Lorsque le thermocouple fuit, tout tombe en panne. Dans le domaine de la chauffe par semi-conducteurs, une défaillance du thermocouple n’est pas simplement un numéro erroné affiché à l’écran : c’est un véritable cauchemar. Lorsque l’isolation se détériore, on a affaire à des fuites électriques. Cela signifie que les wafer sont détruits, ou pire encore, que l’alimentation électrique est endommagée. Nous conçons nos sondes pour résister à ce genre de situations, mais nous ne comptons pas uniquement sur leur fonctionnement. Chaque unité passe par des tests de résistance diélectrique avant même de quitter notre usine.

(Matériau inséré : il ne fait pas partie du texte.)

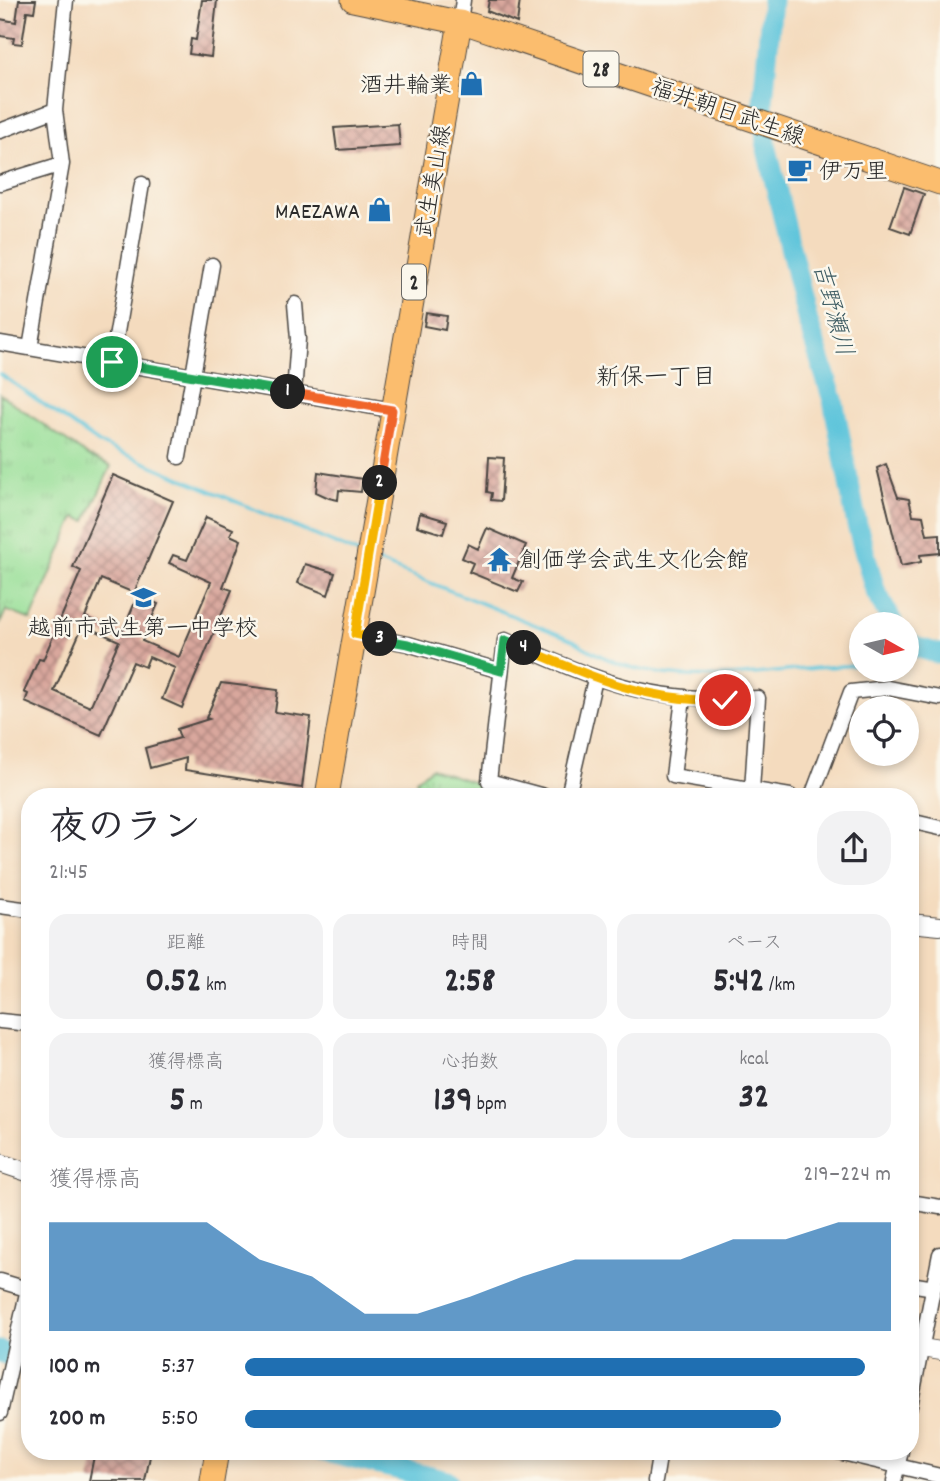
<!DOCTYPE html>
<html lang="ja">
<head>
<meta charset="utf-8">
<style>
	body { margin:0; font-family:Dekko,"Klee One",sans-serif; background:#f2f2f3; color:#2b2b33; height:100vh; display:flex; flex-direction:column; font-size:26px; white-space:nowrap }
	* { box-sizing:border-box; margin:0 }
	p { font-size:23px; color:#7c7c81 }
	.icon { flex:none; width:38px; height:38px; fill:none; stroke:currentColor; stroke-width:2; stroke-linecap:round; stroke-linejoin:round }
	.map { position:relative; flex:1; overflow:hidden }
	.side { position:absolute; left:21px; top:788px; width:898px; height:672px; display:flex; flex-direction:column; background:#fff; border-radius:28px; box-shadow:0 4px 10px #0003 }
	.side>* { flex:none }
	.needle { width:46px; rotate:98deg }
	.controls { position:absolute; left:849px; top:612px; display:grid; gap:14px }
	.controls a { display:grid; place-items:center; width:70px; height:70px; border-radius:50%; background:#fff; box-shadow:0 4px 10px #0003; font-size:35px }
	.pin { position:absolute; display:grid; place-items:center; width:60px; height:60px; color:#fff; margin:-30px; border:4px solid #fff; border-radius:50%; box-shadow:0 2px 7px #0007 }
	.km { position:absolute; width:35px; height:35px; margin:-18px; border-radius:50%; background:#222; color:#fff; font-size:19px; line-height:35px; text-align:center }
	.round { display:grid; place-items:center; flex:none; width:74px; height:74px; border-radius:28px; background:#f2f2f3 }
	.head { display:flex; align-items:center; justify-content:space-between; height:119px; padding:0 28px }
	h1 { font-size:38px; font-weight:700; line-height:52px }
	.stats { display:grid; grid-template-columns:repeat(3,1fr); gap:10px; height:119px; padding:7px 28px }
	.stats div { display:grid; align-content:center; border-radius:18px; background:#f2f2f3; text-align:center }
	.stats b { font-size:35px; font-weight:700 }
	.stats small { font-size:19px; font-weight:400 }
	.stats p { font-size:19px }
	.chart { height:196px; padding:14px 28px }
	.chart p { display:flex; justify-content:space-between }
	.chart svg { width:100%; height:126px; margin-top:7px; fill:#1f6fb2; opacity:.7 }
	ul { padding:0 28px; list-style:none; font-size:23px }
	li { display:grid; grid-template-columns:112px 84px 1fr; align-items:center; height:52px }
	li i { height:18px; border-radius:9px; background:#1f6fb2 }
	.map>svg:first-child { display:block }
	.grass { fill:url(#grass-tufts); stroke:#628562; stroke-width:2 }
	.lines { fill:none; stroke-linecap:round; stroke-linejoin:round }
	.stream { stroke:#5ec5db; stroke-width:3.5 }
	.river { stroke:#5ec5db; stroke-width:21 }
	.building { fill:url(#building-cross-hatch); fill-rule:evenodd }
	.minor-casing { stroke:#494541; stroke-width:17 }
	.tertiary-casing { stroke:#494541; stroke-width:20 }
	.primary-casing { stroke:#494541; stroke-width:25 }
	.minor { stroke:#fff; stroke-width:14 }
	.tertiary { stroke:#fff; stroke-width:18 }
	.primary { stroke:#fbbd6e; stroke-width:23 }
	.split-1-casing { stroke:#fff; stroke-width:14 }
	.split-2-casing { stroke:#fff; stroke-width:14 }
	.split-3-casing { stroke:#fff; stroke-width:14 }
	.split-4-casing { stroke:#fff; stroke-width:14 }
	.split-5-casing { stroke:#fff; stroke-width:14 }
	.split-1 { stroke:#22a559; stroke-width:9 }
	.split-2 { stroke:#f0652b; stroke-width:9 }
	.split-3 { stroke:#f5b400; stroke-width:9 }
	.split-4 { stroke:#22a559; stroke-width:9 }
	.split-5 { stroke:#f5b400; stroke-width:9 }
	.labels { text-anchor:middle; stroke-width:5; stroke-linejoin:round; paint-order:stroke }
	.shield { fill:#fbf7ec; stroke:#696865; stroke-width:2 }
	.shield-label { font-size:21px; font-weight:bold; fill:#2b2b2b }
	.poi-label { font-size:23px; fill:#2b2b2b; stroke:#fbf7ec; text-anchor:end }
	.street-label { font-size:23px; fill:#2b2b2b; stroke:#fbf7ec }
	.water-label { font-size:24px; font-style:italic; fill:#3a5960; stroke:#fbf7ec }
	.neighbourhood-label { font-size:24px; fill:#2b2b2b; stroke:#fbf7ec }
</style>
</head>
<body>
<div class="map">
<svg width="940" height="1481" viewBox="0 0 940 1481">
	<defs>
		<pattern id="grass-tufts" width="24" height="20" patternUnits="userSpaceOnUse" patternTransform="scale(1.75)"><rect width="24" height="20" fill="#98df98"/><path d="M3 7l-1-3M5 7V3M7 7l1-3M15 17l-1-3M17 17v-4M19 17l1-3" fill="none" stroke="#83c083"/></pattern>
		<pattern id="building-cross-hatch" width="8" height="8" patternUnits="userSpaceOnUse" patternTransform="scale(1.75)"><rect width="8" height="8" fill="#d9a79d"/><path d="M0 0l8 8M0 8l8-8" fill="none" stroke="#b08880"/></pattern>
	</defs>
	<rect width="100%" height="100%" fill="#fbf7ec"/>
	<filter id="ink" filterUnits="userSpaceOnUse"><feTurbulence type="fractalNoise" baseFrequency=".0143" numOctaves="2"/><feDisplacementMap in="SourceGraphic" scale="14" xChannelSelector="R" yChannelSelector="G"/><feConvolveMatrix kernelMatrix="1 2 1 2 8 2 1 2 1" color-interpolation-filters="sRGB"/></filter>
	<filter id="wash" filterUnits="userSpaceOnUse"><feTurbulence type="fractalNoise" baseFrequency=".00686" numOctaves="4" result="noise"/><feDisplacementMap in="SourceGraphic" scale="28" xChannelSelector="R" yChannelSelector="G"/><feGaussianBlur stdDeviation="1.57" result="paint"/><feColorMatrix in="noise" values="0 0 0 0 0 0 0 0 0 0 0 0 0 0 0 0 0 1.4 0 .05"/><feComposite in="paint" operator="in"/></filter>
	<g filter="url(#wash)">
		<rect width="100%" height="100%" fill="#f4dbbe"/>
		<path class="grass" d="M 0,394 L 88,456 L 111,466 L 86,521 L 75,517 L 31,620 L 6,610 L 0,624 Z
			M 431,768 L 481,785 L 480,796 L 419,796 L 416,780 Z"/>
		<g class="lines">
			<path class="stream" d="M 0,374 L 99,443 L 359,554
				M 376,561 L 573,640 C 662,701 762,668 861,665
				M 906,654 L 915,647"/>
			<path class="river" d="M 772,0 L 763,102 L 766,145 L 808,322 L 833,400 L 857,525 L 875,590 L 894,625
				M 906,639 L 915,647 L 940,654
				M 0,1351 L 30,1366
				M 321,1451 L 448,1481"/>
		</g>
		<g id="blocks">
			<path class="building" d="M 19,0 L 36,0 L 34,12 L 27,11 L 22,44 L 13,43 L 14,38 L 0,36 L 0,19 L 16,22 Z
				M 202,0 L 217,0 L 211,57 L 189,54 L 191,39 L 196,40 Z
				M 489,0 L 520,0 L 517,23 L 487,11 Z
				M 398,124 L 400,146 L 337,150 L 334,128 Z
				M 904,187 L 924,194 L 910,234 L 890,227 Z
				M 426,313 L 447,316 L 445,330 L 424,326 Z
				M 489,457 L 504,458 L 501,501 L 491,500 L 492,493 L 487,492 Z
				M 886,464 L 898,497 L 909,499 L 913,515 L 923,516 L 927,535 L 940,534 L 940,553 L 920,555 L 921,562 L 901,566 L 877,468 Z
				M 318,472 L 363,479 L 361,492 L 339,490 L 338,500 L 329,498 L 316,492 Z
				M 113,475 L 173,501 L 134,593 L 101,579 L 85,617 L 122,633 L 138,595 L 158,604 L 142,641 L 179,657 L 211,582 L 169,563 L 173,555 L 187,560 L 206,517 L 233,529 L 230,535 L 241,540 L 223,587 L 232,590 L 182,708 L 162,699 L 175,668 L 149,657 L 145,667 L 133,662 L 101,735 L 25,702 L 28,694 L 24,692 L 39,659 L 43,660 L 81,571 L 73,567 ZM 83,625 L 119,641 L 90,707 L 54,691 Z
				M 420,513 L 447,521 L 443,534 L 417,526 Z
				M 487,528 L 526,545 L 512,578 L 523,582 L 518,592 L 469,572 L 473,563 L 462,558 L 468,544 L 478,549 Z
				M 305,564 L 335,573 L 328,595 L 298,583 Z
				M 221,683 L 278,690 L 275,712 L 311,717 L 302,788 L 185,770 L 186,758 L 150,768 L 145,748 L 180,738 L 177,729 L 209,719 L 206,718 Z
				M 95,1451 L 151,1451 L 145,1481 L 89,1481 Z"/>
		</g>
	</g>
	<g filter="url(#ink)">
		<use href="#blocks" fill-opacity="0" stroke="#494541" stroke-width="2"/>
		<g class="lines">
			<defs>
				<path id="minor" d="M 460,22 L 463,0
					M 0,131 L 55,110
					M 0,183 L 62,164
					M 0,343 L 392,410
					M 30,348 L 62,164 L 55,110 L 66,0
					M 112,362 L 142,184
					M 294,393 L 298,339 L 295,304
					M 179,457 L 212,265
					M 355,634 L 408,644 L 501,671
					M 683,699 L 673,776 L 790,796
					M 544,796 L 489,781 L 505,640 C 601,682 649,704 758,698 L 752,790
					M 568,796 L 595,679
					M 812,796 L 851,692 L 888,688 L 940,698
					M 910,821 L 940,828
					M 0,906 L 30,910
					M 0,1021 L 30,1024
					M 910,1202 L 940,1207
					M 0,1281 L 30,1290
					M 910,1284 L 934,1288
					M 910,1406 L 940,1254
					M 0,1413 L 30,1280
					M 834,1451 L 940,1476
					M 655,1481 L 660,1451
					M 894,1481 L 901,1451"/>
				<path id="tertiary" d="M 910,923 L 940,926
					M 0,1163 L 30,1173
					M 910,1346 L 940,1351"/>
				<path id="primary" d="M 353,0 L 472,25 L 940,183
					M 327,796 L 460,22
					M 212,1481 L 217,1451"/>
			</defs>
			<use href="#minor" class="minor-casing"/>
			<use href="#tertiary" class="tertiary-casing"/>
			<use href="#primary" class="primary-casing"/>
			<use href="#minor" class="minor"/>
			<use href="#tertiary" class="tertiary"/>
			<use href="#primary" class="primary"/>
		</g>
	</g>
	<g class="lines" filter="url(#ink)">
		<defs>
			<path id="split-1" d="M 112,362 L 288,392"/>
			<path id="split-2" d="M 288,392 L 392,410 L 380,483"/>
			<path id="split-3" d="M 380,639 L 355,634 L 380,483"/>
			<path id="split-4" d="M 380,639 L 408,644 L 501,671 L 505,640 L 524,648"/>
			<path id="split-5" d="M 524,648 C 590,677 651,703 725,700"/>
		</defs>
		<use href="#split-1" class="split-1-casing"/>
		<use href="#split-2" class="split-2-casing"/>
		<use href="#split-3" class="split-3-casing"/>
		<use href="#split-4" class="split-4-casing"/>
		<use href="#split-5" class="split-5-casing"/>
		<use href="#split-1" class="split-1"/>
		<use href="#split-2" class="split-2"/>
		<use href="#split-3" class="split-3"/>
		<use href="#split-4" class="split-4"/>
		<use href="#split-5" class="split-5"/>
	</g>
	<defs>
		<symbol id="shop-bare" viewBox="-9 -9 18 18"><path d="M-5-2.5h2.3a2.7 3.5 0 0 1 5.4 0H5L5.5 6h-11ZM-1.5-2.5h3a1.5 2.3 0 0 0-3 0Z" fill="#1f6fb2" stroke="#fbf7ec" stroke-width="2.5" paint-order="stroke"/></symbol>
		<symbol id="cafe-bare" viewBox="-9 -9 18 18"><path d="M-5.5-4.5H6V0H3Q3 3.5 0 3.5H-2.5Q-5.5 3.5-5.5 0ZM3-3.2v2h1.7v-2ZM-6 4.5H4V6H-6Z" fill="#1f6fb2" stroke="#fbf7ec" stroke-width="2.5" paint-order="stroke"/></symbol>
		<symbol id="temple-bare" viewBox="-9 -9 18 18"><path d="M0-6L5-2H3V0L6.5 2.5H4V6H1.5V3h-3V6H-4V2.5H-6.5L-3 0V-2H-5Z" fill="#1f6fb2" stroke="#fbf7ec" stroke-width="2.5" paint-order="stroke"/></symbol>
		<symbol id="school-bare" viewBox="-9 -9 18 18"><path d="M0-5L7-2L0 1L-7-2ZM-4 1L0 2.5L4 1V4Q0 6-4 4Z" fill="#1f6fb2" stroke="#fbf7ec" stroke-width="2.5" paint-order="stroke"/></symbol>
	</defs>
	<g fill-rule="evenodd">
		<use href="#shop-bare" x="454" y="66" width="35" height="35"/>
		<use href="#cafe-bare" x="782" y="152" width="35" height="35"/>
		<use href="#shop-bare" x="362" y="192" width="35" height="35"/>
		<use href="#temple-bare" x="482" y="542" width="35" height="35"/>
		<use href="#school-bare" x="126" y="580" width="35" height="35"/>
	</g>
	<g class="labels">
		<g class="shield">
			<rect x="583.5" y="51.5" width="35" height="35" rx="5"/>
			<rect x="402" y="264.5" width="24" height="35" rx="5"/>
		</g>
		<g class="shield-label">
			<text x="601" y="76">28</text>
			<text x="414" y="289">2</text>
		</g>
		<g class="poi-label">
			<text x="452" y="92">酒井輪業</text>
			<text x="819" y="178" text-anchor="start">伊万里</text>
			<text x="360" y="218">MAEZAWA</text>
			<text x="519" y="567" text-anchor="start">創価学会武生文化会館</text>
			<text x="143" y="635" text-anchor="middle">越前市武生第一中学校</text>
		</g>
		<g class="street-label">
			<text transform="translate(728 111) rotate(19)" y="8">福井朝日武生線</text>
			<text transform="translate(432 181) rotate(-80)" y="8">武生美山線</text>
		</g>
		<g class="water-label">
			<text transform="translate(834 309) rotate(75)" y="8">吉野瀬川</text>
		</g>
		<g class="neighbourhood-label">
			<text x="656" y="384">新保一丁目</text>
		</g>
	</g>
</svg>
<div class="controls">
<a><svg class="needle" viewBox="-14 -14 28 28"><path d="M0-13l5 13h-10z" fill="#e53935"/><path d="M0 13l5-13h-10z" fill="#7c7c81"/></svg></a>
<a><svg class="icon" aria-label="locate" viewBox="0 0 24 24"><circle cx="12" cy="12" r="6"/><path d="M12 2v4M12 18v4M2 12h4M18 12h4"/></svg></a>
</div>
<div class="pin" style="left:112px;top:362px;background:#1e9e55"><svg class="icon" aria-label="arrive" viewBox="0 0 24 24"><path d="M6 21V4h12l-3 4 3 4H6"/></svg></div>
<div class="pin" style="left:725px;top:700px;background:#d93025"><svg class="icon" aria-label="check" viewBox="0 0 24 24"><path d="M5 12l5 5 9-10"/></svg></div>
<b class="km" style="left:288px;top:392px">1</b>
<b class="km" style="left:380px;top:483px">2</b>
<b class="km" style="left:380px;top:639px">3</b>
<b class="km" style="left:524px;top:648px">4</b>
<section class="side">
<div class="head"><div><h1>夜のラン</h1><p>21:45</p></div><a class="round"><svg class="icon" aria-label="share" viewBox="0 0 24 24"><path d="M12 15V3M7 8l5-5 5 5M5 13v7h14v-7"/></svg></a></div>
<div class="stats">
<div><p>距離</p><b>0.52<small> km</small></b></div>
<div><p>時間</p><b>2:58</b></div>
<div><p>ペース</p><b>5:42<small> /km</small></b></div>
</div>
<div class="stats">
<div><p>獲得標高</p><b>5<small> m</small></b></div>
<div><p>心拍数</p><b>139<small> bpm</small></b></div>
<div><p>kcal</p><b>32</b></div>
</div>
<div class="chart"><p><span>獲得標高</span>219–224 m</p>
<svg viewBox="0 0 160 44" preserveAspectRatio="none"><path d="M0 44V6L10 6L20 6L30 6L40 19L50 25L60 38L70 38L80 32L90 25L100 19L110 19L120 19L130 12L140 12L150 6L160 6V44z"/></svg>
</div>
<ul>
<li><b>100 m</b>5:37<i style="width:96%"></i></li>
<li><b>200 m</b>5:50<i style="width:83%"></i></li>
</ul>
</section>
</div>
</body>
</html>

La réalité désastreuse d’une défaillance de l’isolation
Ces chauffages fonctionnent avec des tolérances extrêmement fines. Pour éviter que les fils de mesure ne touchent le corps du chauffage, nous utilisons de l’alumine de haute pureté ou des matériaux céramiques spécialisés. Mais le problème, c’est que la chaleur est extrême. Le chauffage et le refroidissement constants provoquent de minuscules fissures dans ces matériaux. Si de l’humidité ou d’autres impuretés pénètrent dans ces fissures, la résistance isolante diminue considérablement. Soudainement, le courant passe directement de l’élément chauffant vers le circuit de contrôle. Il y a alors du bruit dans le circuit PID. Ou, si vous avez de la malchance, le contrôleur est endommagé. Ce n’est certainement pas une bonne façon de commencer une journée.
Pourquoi testons-nous tout (vraiment tout) ?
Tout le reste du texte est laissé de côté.